I’m sitting in a Whole Foods in Georgetown stuffing down sweet and sour tofu with vegetable fried rice, because I needed comfort food to decompress and debrief. The music was so glorious, and I won’t lie. The last hymn was “Marching to Zion,” and I turned on my Diane-Syrcle-opera-voice afterburners, the kind where when I do it, Wendy calls me a “descant whore.” And then, after Dana and I moved to Houston, she started calling me a descant whore in Wendy’s place. It just felt so glorious, though, soaring above the people next to me and yet, just blending in. The tenors behind me were obviously descant whores as well, so I leaned into their sound and it was all of us together. After the last note (A with attitude), we patted each other on the back and smiled in the musician’s fraternity sort of way, that knowing look we all have when we know we are not reading from the approved notes on the page. We also sang the descant on First Song of Isaiah, because I cannot remember the last time I didn’t. If you’re wondering why I am telling you all this, just being a diva all over the place, it’s because it wasn’t until that moment I realized with pain in my chest and shortness of breath that Dana and Argo weren’t there. Dana wasn’t there to be half embarrassed and half amazed, and I have long told Argo that all I wanted to do in DC was hit the B-flat at the end of something where she could hear it.
And then, I had a Dana moment so severe I had to sit down. I had to borrow a pen. I went up to a woman and said, “I notice that you have a bag. Might there be a pen in it I could borrow?” Her partner said, “she is the woman with a pen,” and pulls it off the clip on her shirt. I said, completely second nature, “I know that woman. I have that woman at home.” And all of the sudden it came crashing back that no, I don’t. It was just my standard response for the last 12 years coming out of my mouth before I could stop it. The concept of not being a “we” is fine most of the time until these things happen… the moments when I forget that standard responses no longer apply. I got the dean of the cathedral to sign my BCP, and he said, “Andy Doyle confirmed you?
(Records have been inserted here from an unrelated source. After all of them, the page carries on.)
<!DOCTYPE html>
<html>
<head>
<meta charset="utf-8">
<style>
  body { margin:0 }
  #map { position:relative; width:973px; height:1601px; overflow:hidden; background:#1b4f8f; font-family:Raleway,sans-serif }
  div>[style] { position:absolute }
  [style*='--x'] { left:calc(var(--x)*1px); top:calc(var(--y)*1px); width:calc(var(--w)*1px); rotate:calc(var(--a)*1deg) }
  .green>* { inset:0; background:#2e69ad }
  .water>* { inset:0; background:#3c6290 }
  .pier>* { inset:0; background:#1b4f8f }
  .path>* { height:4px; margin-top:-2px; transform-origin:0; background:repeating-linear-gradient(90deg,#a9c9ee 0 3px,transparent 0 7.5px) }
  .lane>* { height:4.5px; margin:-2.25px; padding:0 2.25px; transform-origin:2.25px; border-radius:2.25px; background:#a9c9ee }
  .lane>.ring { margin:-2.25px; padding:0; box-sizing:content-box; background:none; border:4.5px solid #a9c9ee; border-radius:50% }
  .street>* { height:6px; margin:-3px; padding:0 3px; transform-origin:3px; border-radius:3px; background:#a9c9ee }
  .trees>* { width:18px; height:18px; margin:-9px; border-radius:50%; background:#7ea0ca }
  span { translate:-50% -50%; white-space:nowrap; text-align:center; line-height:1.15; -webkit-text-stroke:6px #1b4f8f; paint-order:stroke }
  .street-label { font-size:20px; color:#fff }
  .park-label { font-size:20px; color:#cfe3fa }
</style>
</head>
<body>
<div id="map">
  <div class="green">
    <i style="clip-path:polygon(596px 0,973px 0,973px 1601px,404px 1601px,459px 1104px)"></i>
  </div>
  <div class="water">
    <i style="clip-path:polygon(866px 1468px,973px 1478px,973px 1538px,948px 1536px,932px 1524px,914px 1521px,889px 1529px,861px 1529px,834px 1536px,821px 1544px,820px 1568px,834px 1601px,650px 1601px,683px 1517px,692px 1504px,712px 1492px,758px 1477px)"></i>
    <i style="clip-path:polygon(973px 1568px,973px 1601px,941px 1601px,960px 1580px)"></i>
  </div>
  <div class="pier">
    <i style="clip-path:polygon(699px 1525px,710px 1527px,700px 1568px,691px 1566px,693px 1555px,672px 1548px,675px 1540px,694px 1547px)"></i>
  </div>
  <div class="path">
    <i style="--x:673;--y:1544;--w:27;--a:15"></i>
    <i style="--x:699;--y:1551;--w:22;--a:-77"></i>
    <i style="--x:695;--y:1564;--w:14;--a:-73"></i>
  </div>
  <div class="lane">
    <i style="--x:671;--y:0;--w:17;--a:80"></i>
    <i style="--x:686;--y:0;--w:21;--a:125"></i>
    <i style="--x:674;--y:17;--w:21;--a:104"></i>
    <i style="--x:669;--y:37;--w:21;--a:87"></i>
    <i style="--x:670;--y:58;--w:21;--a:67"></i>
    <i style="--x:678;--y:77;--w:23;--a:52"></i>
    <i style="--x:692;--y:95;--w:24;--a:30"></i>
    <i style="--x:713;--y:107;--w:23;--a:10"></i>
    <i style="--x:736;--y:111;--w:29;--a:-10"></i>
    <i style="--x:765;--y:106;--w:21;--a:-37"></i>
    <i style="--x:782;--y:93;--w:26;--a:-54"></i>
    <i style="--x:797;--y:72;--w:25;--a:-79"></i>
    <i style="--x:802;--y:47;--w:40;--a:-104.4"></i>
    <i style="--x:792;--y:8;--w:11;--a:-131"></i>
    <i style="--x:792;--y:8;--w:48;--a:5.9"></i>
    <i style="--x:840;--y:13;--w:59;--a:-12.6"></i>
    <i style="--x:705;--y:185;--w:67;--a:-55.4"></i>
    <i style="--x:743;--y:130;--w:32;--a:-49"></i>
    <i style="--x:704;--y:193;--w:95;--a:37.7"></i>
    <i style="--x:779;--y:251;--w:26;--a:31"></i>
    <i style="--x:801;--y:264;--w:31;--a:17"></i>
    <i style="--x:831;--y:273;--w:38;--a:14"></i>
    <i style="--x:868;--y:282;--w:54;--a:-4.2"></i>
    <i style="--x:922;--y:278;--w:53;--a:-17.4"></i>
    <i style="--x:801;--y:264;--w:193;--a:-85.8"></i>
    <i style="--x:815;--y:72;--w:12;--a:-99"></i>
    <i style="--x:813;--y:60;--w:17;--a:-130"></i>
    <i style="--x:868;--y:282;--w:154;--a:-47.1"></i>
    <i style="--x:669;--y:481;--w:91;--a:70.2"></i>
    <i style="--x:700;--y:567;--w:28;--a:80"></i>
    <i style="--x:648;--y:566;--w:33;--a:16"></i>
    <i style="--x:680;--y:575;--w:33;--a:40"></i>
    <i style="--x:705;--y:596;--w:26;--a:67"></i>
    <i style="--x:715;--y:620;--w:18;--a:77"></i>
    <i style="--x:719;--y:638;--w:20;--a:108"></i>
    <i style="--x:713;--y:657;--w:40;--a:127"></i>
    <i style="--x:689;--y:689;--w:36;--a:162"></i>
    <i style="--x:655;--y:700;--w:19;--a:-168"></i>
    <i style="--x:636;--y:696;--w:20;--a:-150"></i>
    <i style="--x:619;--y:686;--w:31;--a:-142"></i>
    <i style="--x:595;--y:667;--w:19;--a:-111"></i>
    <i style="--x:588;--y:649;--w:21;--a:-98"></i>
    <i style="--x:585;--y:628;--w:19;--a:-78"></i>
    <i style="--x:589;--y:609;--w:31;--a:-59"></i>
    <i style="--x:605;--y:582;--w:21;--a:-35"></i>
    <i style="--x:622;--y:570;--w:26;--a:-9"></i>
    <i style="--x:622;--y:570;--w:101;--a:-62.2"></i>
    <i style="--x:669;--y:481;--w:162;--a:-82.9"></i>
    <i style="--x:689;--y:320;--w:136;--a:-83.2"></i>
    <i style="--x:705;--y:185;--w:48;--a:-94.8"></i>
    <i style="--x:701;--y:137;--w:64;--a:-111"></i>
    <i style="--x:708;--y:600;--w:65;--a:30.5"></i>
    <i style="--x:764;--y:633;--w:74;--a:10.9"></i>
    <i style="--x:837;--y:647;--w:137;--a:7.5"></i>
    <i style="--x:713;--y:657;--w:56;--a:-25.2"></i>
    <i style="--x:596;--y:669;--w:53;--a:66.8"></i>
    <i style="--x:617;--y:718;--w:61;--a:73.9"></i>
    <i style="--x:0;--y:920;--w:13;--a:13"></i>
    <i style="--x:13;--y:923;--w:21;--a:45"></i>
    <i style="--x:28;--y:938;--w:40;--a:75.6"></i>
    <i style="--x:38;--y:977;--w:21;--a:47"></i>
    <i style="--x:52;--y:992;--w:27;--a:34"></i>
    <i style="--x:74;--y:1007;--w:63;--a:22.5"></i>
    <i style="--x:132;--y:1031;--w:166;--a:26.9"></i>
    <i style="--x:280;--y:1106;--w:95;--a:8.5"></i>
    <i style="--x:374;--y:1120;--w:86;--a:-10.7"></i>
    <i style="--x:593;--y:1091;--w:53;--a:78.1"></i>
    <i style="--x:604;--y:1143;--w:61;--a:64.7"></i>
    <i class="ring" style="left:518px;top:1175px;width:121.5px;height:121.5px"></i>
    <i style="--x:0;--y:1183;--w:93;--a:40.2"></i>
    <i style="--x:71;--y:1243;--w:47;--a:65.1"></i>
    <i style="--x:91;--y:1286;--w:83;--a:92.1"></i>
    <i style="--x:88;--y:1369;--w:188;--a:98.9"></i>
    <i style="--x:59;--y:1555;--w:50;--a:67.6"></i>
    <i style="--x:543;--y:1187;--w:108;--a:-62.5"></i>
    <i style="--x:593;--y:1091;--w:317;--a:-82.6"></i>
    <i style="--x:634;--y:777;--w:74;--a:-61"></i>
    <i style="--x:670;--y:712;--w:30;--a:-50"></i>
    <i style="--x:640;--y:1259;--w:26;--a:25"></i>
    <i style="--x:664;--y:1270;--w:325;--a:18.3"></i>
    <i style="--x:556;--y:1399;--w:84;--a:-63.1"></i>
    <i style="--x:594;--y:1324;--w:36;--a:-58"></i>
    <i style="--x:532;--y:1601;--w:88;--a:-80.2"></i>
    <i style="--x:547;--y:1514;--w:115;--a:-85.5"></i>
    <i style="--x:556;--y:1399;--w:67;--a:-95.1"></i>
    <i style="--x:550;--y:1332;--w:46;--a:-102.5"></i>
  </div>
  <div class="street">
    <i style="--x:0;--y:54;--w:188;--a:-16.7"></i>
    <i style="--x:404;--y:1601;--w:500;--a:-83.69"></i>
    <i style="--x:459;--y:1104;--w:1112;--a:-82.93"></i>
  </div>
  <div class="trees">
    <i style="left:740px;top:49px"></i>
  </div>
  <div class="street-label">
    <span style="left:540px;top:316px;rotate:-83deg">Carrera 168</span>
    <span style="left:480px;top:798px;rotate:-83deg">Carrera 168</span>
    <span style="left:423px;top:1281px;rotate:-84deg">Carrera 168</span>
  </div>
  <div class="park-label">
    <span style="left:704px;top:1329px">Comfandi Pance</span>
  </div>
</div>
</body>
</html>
I was just at a meeting with him last week!” I said, “Bishop Doyle is one of the most fantastic people on earth, and he is doing God’s work down there.” He looked at me and smiled and said something about the audacity of Texas to refuse the SCOTUS opinion while I looked at the Maryland flag above me and tried not to flood out, because I still had to give back the pen.
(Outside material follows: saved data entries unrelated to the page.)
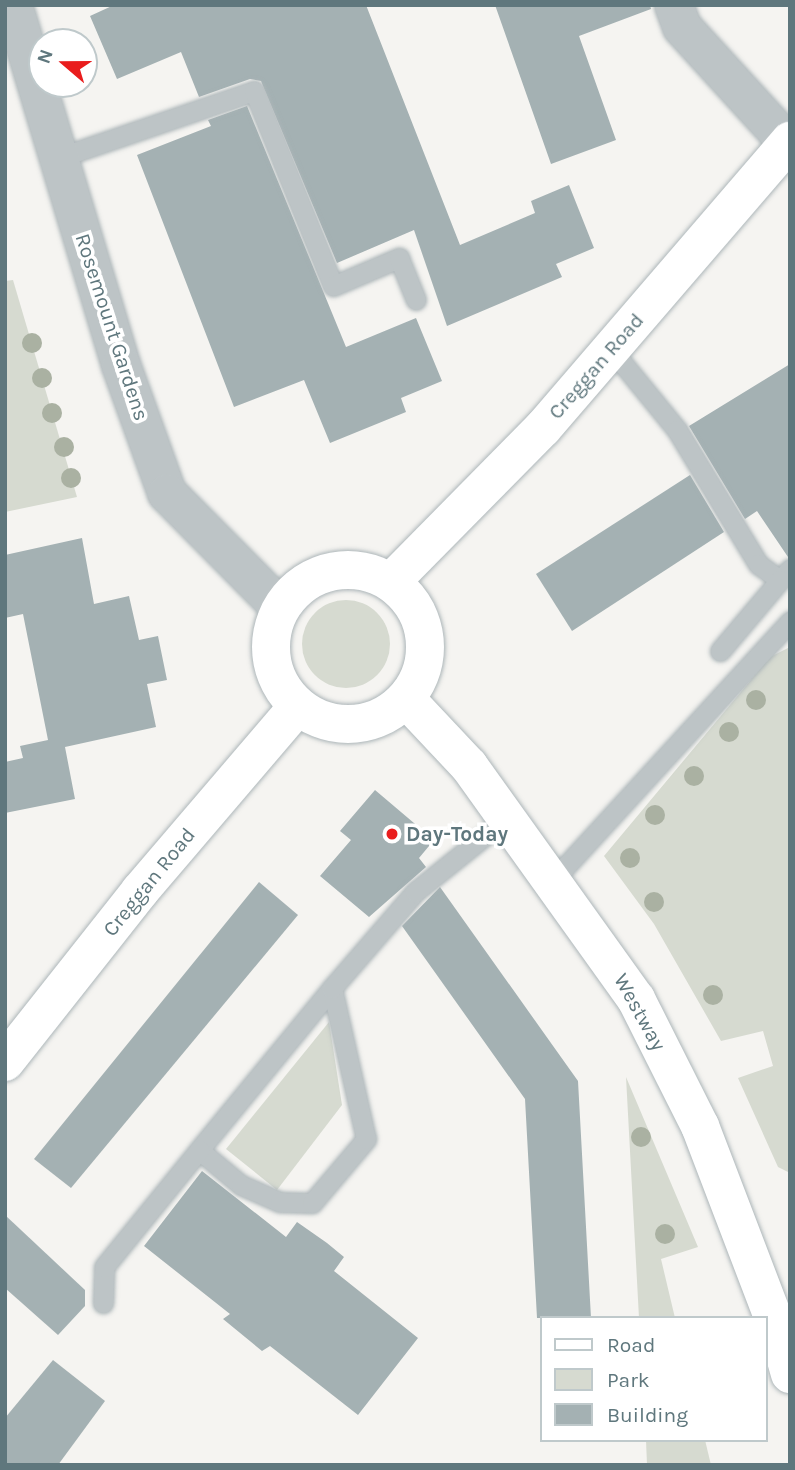 <!DOCTYPE html>
<html>
<head>
<meta charset="utf-8">
<style>
  body { margin:0 }
  #map { position:relative; width:795px; height:1470px; overflow:hidden; background:#f5f4f1; font-family:Karla,sans-serif }
  div>[style] { position:absolute }
  .green>* { inset:0; background:#d6dad0 }
  .round { border-radius:50% }
  .building>* { inset:0; background:#a4b1b3 }
  .roads { filter:drop-shadow(0 0 2px #adb6b9) drop-shadow(0 0 2px #adb6b9) }
  .lane>* { height:19px; margin:-9.5px; padding:0 9.5px; transform-origin:9.5px; border-radius:9.5px; background:#bdc4c6 }
  .street>* { height:38px; margin:-19px; padding:0 19px; transform-origin:19px; border-radius:19px; background:#bdc4c6 }
  .secondary>* { height:38px; margin:-19px; padding:0 19px; transform-origin:19px; border-radius:19px; background:#fff }
  .secondary>.ring { margin:-19px; padding:0; box-sizing:content-box; background:none; border:38px solid #fff; border-radius:50% }
  .trees>* { width:20px; height:20px; margin:-10px; border-radius:50%; background:#aab1a2 }
  .dots>* { width:19px; height:19px; translate:-50% -50%; box-sizing:border-box; border:4px solid #fff; border-radius:50% }
  span { translate:-50% -50%; white-space:nowrap; text-align:center; line-height:1.15; -webkit-text-stroke:7px #fff; paint-order:stroke }
  .street-label { font-size:21px; color:#5f777d }
  .poi-label { font-size:21px; color:#5f777d; font-weight:700 }
  .left { translate:0 -50%; text-align:left }
  .frame { position:absolute; inset:0; border:7px solid #5f777d; pointer-events:none }
  .legend { position:absolute; left:540px; top:1316px; width:228px; height:126px; box-sizing:border-box; background:#fff; border:2px solid #bfc9cb; margin:0; padding:9px 12px; list-style:none; font-size:21px; color:#5f777d }
  .legend li { display:flex; align-items:center; gap:14px; height:35px }
  .legend b { width:35px; border:2px solid #bfc9cb }
  .north { position:absolute; left:28px; top:28px; width:70px; height:70px; box-sizing:border-box; background:#fff; border:2px solid #bfc9cb; border-radius:50%; rotate:290deg; font-size:19px; font-weight:700; line-height:28px; text-align:center; color:#5f777d }
  .north::after { content:''; display:block; margin:auto; width:24px; height:32px; background:#e91d1d; clip-path:polygon(50% 0,100% 100%,50% 72%,0 100%) }
</style>
</head>
<body>
<div id="map">
  <div class="green">
    <div style="clip-path:polygon(13px 280px,77px 497px,5px 512px,5px 281px)"></div>
    <div class="round" style="left:302px;top:600px;width:88px;height:88px"></div>
    <div style="clip-path:polygon(790px 647px,790px 1173px,778px 1167px,738px 1078px,773px 1066px,763px 1031px,721px 1041px,654px 924px,604px 856px,770px 657px)"></div>
    <div style="clip-path:polygon(329px 1022px,342px 1105px,277px 1190px,226px 1149px)"></div>
    <div style="clip-path:polygon(626px 1077px,698px 1247px,661px 1259px,675px 1318px,639px 1318px)"></div>
    <div style="clip-path:polygon(646px 1440px,705px 1440px,711px 1465px,647px 1465px)"></div>
  </div>
  <div class="building">
    <div style="clip-path:polygon(114px 5px,366px 5px,460px 245px,535px 213px,531px 201px,569px 185px,594px 248px,556px 264px,562px 277px,447px 326px,414px 230px,337px 263px,261px 81px,250px 79px,199px 97px,181px 52px,117px 79px,90px 16px)"></div>
    <div style="clip-path:polygon(495px 5px,650px 5px,651px 9px,579px 36px,616px 140px,551px 164px)"></div>
    <div style="clip-path:polygon(247px 106px,346px 347px,416px 318px,442px 381px,401px 398px,406px 412px,330px 443px,304px 380px,234px 407px,137px 155px,211px 126px,208px 120px)"></div>
    <div style="clip-path:polygon(790px 364px,790px 557px,788px 557px,757px 511px,745px 519px,689px 426px)"></div>
    <div style="clip-path:polygon(690px 475px,724px 532px,572px 631px,536px 574px)"></div>
    <div style="clip-path:polygon(82px 538px,94px 604px,129px 596px,139px 640px,158px 636px,167px 680px,147px 684px,156px 727px,65px 747px,75px 799px,5px 813px,5px 762px,23px 758px,20px 746px,48px 740px,23px 614px,5px 618px,5px 555px)"></div>
    <div style="clip-path:polygon(375px 790px,434px 840px,419px 858px,426px 867px,369px 917px,320px 876px,351px 840px,340px 831px)"></div>
    <div style="clip-path:polygon(259px 882px,298px 915px,71px 1188px,34px 1159px)"></div>
    <div style="clip-path:polygon(440px 887px,578px 1081px,591px 1318px,537px 1318px,525px 1099px,402px 926px)"></div>
    <div style="clip-path:polygon(202px 1171px,286px 1237px,297px 1222px,327px 1243px,344px 1257px,334px 1271px,418px 1338px,358px 1415px,270px 1346px,262px 1351px,223px 1319px,230px 1314px,144px 1246px)"></div>
    <div style="clip-path:polygon(5px 1215px,85px 1290px,85px 1306px,58px 1335px,5px 1288px)"></div>
    <div style="clip-path:polygon(53px 1360px,105px 1401px,58px 1465px,5px 1465px,5px 1418px)"></div>
  </div>
  <div class="roads">
    <div class="lane">
      <div style="left:58px;top:158px;width:207px;rotate:-18.9deg"></div>
      <div style="left:254px;top:91px;width:210px;rotate:67.9deg"></div>
      <div style="left:333px;top:286px;width:72px;rotate:-23deg"></div>
      <div style="left:399px;top:258px;width:45px;rotate:68deg"></div>
      <div style="left:611px;top:349px;width:104px;rotate:50.8deg"></div>
      <div style="left:677px;top:430px;width:157px;rotate:58.8deg"></div>
      <div style="left:758px;top:564px;width:27px;rotate:36deg"></div>
      <div style="left:780px;top:580px;width:15px;rotate:-48deg"></div>
      <div style="left:720px;top:651px;width:93px;rotate:-49.8deg"></div>
      <div style="left:554px;top:879px;width:350px;rotate:-47.5deg"></div>
      <div style="left:332px;top:988px;width:210px;rotate:129.4deg"></div>
      <div style="left:199px;top:1150px;width:55px;rotate:39.8deg"></div>
      <div style="left:241px;top:1185px;width:43px;rotate:23.6deg"></div>
      <div style="left:280px;top:1202px;width:32px;rotate:2deg"></div>
      <div style="left:312px;top:1203px;width:84px;rotate:-49.8deg"></div>
      <div style="left:366px;top:1139px;width:155px;rotate:-102.7deg"></div>
      <div style="left:332px;top:988px;width:127px;rotate:-49.2deg"></div>
      <div style="left:415px;top:892px;width:119px;rotate:-38.9deg"></div>
      <div style="left:103px;top:1303px;width:36px;rotate:-88deg"></div>
      <div style="left:104px;top:1267px;width:151px;rotate:-50.9deg"></div>
    </div>
    <div class="street">
      <div style="left:13px;top:5px;width:376px;rotate:73.3deg"></div>
      <div style="left:121px;top:365px;width:136px;rotate:70.2deg"></div>
      <div style="left:167px;top:493px;width:162px;rotate:45.3deg"></div>
      <div style="left:674px;top:5px;width:23px;rotate:70deg"></div>
      <div style="left:682px;top:27px;width:157px;rotate:47.6deg"></div>
    </div>
    <div class="secondary">
      <div class="ring" style="left:271px;top:570px;width:116px;height:116px"></div>
      <div style="left:391px;top:582px;width:216px;rotate:-45.4deg"></div>
      <div style="left:543px;top:428px;width:379px;rotate:-49.3deg"></div>
      <div style="left:406px;top:699px;width:92px;rotate:46.8deg"></div>
      <div style="left:469px;top:766px;width:287px;rotate:54.4deg"></div>
      <div style="left:636px;top:999px;width:142px;rotate:63.3deg"></div>
      <div style="left:700px;top:1126px;width:213px;rotate:69.1deg"></div>
      <div style="left:776px;top:1325px;width:51px;rotate:74.1deg"></div>
      <div style="left:5px;top:1062px;width:218px;rotate:-51.7deg"></div>
      <div style="left:140px;top:891px;width:243px;rotate:-49.5deg"></div>
    </div>
  </div>
  <div class="trees">
    <div style="left:32px;top:343px"></div>
    <div style="left:42px;top:378px"></div>
    <div style="left:52px;top:413px"></div>
    <div style="left:64px;top:447px"></div>
    <div style="left:71px;top:478px"></div>
    <div style="left:756px;top:700px"></div>
    <div style="left:729px;top:732px"></div>
    <div style="left:694px;top:776px"></div>
    <div style="left:655px;top:815px"></div>
    <div style="left:630px;top:858px"></div>
    <div style="left:654px;top:902px"></div>
    <div style="left:713px;top:995px"></div>
    <div style="left:641px;top:1137px"></div>
    <div style="left:665px;top:1234px"></div>
  </div>
  <div class="dots">
    <div style="left:392px;top:834px;background:#e91d1d"></div>
  </div>
  <div class="street-label">
    <span style="left:112px;top:327px;rotate:72deg">Rosemount Gardens</span>
    <span style="left:596px;top:366px;rotate:-49deg">Creggan Road</span>
    <span style="left:149px;top:882px;rotate:-51deg">Creggan Road</span>
    <span style="left:640px;top:1012px;rotate:61deg">Westway</span>
  </div>
  <div class="poi-label">
    <span class="left" style="left:406px;top:834px">Day-Today</span>
  </div>
  <div class="frame"></div>
  <ul class="legend">
  <li><b style="height:9px;background:#fff"></b>Road</li>
  <li><b style="height:19px;background:#d6dad0"></b>Park</li>
  <li><b style="height:19px;background:#a4b1b3"></b>Building</li>
  </ul>
  <div class="north">N</div>
</div>
</body>
</html>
I walked over to the woman and gave her back her pen, begrudgingly, because it was a fantastic one… and then went to a chair with a kneeling pad and said a quick prayer for the end of my own marriage, just an Episcopal “forgive me for the things I have done, and the things I have left undone.”
Then, I headed toward the preacher, a Baptist (I KNOW). I told her that I was a preacher and writer myself, and her sermon was well put-together and really spoke of a sense of occasion.
And it did.
She preached about the fight. The struggle. The people that have died to get us this right, because they have. You might think that’s stretching a bit, but it is definitely not. Gay rights started in earnest after the fight between the cops and the drag queens at Stonewall Inn in New York City, and have slowly come to the rest of the nation since 1969. Harvey Milk was gunned down in cold blood, and there have been no shortage of people that have killed themselves due to the hopelessness that gay bashing has produced… so, not only have people been beaten to death and shot, people have killed themselves because they thought that they were next- the situation was hopeless.
She spoke of the current fight, sitting on boards and councils and being on TV while people yelled at her, cursed her out, called her ministry unfit. Treated her like a sad, lost dog that only needed to be pointed in the direction of the “correct” God. She did not say if she was a lesbian herself, but if she is straight, that almost makes her more worthy of respect because she chose to enter that fight willingly, and DID NOT BACK DOWN when it got hard.
It was hard on all of us together, but we made it. In joining together at the NATIONAL cathedral, I would like to think that we represented a nation whose mourning had come to an end, the morning after a long night’s journey without stars.
That’s why I had to let the last note ring in the cathedral. Some of that win was for me.